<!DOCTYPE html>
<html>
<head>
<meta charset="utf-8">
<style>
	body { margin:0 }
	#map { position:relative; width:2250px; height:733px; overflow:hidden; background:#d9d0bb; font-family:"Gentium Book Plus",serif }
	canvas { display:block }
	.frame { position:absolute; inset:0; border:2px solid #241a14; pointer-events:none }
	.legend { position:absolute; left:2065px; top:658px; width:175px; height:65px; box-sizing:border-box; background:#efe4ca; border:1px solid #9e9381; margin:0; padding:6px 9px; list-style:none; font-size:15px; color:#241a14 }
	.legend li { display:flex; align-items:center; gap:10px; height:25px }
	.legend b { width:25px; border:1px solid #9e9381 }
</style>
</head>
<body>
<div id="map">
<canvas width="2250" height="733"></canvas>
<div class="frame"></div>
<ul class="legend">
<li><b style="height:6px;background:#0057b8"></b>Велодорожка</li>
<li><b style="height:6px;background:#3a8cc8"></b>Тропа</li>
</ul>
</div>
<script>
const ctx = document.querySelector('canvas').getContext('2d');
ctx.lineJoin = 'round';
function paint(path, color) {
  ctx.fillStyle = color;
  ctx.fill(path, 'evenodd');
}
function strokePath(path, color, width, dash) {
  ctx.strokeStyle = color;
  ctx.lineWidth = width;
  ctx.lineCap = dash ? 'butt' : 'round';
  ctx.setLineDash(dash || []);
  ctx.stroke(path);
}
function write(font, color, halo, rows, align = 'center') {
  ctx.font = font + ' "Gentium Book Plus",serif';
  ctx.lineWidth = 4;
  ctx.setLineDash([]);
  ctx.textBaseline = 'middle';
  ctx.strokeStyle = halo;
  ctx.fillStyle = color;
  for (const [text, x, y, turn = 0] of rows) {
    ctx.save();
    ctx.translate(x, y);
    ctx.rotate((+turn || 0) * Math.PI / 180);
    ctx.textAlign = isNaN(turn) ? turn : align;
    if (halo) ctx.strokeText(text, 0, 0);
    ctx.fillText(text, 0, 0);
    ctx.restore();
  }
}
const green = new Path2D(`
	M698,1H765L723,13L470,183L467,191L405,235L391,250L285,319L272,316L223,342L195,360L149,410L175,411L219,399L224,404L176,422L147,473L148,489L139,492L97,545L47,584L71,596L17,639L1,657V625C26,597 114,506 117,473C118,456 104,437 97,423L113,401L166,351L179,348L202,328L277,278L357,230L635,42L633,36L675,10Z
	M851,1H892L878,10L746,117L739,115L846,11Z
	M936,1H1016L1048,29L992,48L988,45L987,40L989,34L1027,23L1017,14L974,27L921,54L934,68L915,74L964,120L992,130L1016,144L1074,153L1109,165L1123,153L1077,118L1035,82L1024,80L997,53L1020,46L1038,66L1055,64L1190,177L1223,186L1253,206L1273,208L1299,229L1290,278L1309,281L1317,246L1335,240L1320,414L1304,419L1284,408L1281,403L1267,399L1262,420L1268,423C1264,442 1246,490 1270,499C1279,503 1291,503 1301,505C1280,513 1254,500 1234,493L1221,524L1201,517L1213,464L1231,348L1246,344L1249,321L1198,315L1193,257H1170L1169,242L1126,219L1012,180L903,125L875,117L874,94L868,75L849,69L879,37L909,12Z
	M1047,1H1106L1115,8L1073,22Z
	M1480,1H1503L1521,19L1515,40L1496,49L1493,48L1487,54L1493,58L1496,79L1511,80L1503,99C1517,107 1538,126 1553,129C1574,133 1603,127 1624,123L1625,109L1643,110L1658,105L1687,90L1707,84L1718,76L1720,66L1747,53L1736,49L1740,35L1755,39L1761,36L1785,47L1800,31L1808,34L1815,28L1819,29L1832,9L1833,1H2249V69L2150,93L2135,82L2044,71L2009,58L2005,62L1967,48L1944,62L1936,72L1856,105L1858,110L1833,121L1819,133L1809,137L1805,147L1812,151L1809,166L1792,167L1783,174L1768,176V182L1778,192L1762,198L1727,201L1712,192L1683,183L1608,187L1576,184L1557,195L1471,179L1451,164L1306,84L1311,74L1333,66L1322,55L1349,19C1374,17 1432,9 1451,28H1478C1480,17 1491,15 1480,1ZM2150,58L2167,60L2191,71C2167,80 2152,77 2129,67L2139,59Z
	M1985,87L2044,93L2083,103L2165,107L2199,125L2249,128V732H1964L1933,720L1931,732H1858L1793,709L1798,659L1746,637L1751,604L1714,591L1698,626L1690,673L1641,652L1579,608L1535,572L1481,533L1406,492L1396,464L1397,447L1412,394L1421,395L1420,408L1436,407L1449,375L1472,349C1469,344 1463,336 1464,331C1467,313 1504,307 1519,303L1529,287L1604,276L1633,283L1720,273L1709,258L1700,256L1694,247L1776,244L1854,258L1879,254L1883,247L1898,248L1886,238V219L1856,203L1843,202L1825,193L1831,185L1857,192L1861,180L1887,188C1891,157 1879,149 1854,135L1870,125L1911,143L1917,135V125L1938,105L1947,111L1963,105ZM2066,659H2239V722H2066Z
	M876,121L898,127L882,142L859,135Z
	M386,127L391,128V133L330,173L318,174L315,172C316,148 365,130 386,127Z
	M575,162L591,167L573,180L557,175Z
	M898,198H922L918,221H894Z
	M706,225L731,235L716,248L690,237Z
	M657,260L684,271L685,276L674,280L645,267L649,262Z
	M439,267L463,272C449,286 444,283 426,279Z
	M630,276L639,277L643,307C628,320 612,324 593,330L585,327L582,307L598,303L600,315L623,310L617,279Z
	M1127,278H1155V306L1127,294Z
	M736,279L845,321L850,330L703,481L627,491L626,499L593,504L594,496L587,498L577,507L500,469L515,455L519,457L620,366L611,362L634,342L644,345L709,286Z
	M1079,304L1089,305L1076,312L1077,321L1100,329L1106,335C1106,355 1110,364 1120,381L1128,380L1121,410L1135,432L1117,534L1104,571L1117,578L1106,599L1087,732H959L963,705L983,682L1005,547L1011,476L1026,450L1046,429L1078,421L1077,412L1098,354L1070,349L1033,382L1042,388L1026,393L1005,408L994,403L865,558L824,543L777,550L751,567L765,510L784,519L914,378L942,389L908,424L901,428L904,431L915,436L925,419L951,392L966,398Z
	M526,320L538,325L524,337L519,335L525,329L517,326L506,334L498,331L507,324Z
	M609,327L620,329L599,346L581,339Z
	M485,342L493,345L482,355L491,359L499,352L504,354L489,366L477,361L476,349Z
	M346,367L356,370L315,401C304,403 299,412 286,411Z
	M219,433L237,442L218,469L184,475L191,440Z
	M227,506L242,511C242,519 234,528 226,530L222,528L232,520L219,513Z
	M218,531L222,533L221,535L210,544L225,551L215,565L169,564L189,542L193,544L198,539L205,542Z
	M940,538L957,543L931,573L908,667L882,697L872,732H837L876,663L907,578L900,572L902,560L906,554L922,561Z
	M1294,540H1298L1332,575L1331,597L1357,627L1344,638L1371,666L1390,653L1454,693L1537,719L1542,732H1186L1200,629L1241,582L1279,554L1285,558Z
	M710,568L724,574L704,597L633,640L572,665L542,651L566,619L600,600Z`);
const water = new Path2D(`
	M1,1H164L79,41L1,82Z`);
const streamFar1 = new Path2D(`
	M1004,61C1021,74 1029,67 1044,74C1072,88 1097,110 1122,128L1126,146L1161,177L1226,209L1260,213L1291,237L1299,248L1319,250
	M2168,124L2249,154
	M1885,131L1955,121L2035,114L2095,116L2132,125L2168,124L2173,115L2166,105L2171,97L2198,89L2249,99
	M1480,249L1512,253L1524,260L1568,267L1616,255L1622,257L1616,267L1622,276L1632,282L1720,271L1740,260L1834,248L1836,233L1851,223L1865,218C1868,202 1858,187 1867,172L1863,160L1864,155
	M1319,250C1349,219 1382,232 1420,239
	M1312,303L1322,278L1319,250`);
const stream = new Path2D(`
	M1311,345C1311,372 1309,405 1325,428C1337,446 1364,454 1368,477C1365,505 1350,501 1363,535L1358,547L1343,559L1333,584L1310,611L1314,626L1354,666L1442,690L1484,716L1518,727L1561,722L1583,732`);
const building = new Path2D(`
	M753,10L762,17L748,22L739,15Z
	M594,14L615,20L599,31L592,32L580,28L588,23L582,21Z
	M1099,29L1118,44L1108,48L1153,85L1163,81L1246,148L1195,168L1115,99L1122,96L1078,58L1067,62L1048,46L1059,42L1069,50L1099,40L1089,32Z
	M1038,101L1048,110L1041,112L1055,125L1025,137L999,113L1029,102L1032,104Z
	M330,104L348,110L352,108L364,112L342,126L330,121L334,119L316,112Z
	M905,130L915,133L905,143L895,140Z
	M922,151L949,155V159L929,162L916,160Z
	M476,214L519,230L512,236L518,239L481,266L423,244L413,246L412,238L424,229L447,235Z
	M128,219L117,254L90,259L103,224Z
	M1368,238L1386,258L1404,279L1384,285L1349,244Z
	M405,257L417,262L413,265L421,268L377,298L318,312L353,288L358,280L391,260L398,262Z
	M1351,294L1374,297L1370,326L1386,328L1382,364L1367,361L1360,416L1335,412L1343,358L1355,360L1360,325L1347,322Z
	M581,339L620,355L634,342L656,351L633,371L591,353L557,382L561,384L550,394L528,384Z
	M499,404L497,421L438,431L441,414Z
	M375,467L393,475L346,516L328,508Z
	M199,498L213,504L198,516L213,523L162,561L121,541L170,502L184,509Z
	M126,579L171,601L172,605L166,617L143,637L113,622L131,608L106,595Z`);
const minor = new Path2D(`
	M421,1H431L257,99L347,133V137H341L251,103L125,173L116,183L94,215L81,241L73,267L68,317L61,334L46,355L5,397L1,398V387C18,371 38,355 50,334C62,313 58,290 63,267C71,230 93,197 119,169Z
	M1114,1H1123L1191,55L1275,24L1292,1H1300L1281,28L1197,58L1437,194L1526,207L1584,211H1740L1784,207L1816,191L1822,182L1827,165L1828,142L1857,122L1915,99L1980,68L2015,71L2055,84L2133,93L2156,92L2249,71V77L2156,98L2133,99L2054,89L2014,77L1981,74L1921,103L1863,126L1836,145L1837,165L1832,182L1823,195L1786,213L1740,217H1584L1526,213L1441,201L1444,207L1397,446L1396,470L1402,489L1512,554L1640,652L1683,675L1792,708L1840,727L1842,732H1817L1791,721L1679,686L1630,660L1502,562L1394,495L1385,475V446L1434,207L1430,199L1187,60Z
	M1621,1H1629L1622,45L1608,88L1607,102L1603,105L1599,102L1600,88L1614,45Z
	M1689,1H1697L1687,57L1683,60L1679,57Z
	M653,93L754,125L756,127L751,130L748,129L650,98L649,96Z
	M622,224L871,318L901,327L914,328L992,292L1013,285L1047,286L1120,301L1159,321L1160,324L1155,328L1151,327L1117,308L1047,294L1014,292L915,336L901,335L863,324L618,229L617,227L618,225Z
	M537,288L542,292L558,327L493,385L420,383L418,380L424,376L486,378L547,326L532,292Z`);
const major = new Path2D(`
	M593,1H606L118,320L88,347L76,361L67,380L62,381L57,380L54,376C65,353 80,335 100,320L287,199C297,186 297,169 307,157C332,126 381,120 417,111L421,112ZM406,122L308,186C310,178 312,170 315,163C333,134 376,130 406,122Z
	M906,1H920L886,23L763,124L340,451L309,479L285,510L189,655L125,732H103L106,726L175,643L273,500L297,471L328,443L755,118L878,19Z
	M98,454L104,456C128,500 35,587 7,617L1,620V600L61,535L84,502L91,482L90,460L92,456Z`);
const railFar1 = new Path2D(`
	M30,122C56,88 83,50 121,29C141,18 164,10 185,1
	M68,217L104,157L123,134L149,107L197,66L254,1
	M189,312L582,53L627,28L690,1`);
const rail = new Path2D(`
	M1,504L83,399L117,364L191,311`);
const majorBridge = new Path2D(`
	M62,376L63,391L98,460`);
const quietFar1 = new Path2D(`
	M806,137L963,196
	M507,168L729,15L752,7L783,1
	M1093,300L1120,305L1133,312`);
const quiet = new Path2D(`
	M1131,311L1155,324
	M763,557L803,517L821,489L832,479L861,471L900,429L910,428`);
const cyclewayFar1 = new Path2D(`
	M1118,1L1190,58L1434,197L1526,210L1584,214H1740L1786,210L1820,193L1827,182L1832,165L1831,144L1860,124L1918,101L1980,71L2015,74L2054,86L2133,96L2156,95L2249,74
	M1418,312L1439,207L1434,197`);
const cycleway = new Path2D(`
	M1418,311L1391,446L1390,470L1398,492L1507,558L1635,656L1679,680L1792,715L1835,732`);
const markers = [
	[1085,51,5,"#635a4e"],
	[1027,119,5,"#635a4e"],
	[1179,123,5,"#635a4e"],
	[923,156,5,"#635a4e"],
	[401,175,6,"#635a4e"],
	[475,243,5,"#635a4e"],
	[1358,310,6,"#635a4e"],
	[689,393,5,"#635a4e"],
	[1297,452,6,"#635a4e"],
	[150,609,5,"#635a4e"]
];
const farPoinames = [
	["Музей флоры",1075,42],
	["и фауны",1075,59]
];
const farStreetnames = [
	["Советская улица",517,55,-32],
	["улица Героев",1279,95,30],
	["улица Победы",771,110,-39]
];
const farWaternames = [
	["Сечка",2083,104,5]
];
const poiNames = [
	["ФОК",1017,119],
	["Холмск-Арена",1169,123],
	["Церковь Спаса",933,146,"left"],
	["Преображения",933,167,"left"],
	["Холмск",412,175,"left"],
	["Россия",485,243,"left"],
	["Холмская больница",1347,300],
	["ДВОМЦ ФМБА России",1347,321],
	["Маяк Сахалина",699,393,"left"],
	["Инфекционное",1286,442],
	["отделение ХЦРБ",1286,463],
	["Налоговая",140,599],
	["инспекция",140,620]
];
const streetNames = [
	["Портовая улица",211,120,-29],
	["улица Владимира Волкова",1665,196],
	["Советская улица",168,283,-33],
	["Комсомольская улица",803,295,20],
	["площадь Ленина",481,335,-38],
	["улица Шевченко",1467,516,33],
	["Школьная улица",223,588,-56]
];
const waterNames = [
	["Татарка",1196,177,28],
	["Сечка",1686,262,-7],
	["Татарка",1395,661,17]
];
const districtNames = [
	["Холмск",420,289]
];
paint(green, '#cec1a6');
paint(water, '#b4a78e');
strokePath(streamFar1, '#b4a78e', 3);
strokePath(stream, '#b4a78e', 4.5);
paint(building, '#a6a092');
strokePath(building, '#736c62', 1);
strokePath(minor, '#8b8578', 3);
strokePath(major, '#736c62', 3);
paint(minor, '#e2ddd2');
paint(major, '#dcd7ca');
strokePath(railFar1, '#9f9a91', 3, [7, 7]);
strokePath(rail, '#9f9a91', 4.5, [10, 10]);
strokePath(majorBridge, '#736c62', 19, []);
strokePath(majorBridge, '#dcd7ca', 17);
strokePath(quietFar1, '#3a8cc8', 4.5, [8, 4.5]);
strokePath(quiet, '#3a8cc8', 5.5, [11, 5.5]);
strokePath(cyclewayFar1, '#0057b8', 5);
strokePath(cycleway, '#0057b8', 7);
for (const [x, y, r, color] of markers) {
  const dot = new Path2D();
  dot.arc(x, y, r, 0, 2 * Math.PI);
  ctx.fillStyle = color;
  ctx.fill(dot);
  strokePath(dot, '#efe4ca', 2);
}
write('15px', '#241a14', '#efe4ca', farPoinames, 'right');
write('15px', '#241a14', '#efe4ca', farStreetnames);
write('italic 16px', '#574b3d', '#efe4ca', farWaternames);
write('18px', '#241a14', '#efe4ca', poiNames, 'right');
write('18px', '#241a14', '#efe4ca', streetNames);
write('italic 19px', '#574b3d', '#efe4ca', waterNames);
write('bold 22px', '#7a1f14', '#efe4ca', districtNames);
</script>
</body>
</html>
══════════════════════════════
[PROBLEM DETAILS] All lines above that hold the string "Татарка" should be copied.

[ANSWER SECTION]
	["Татарка",1196,177,28],
	["Татарка",1395,661,17]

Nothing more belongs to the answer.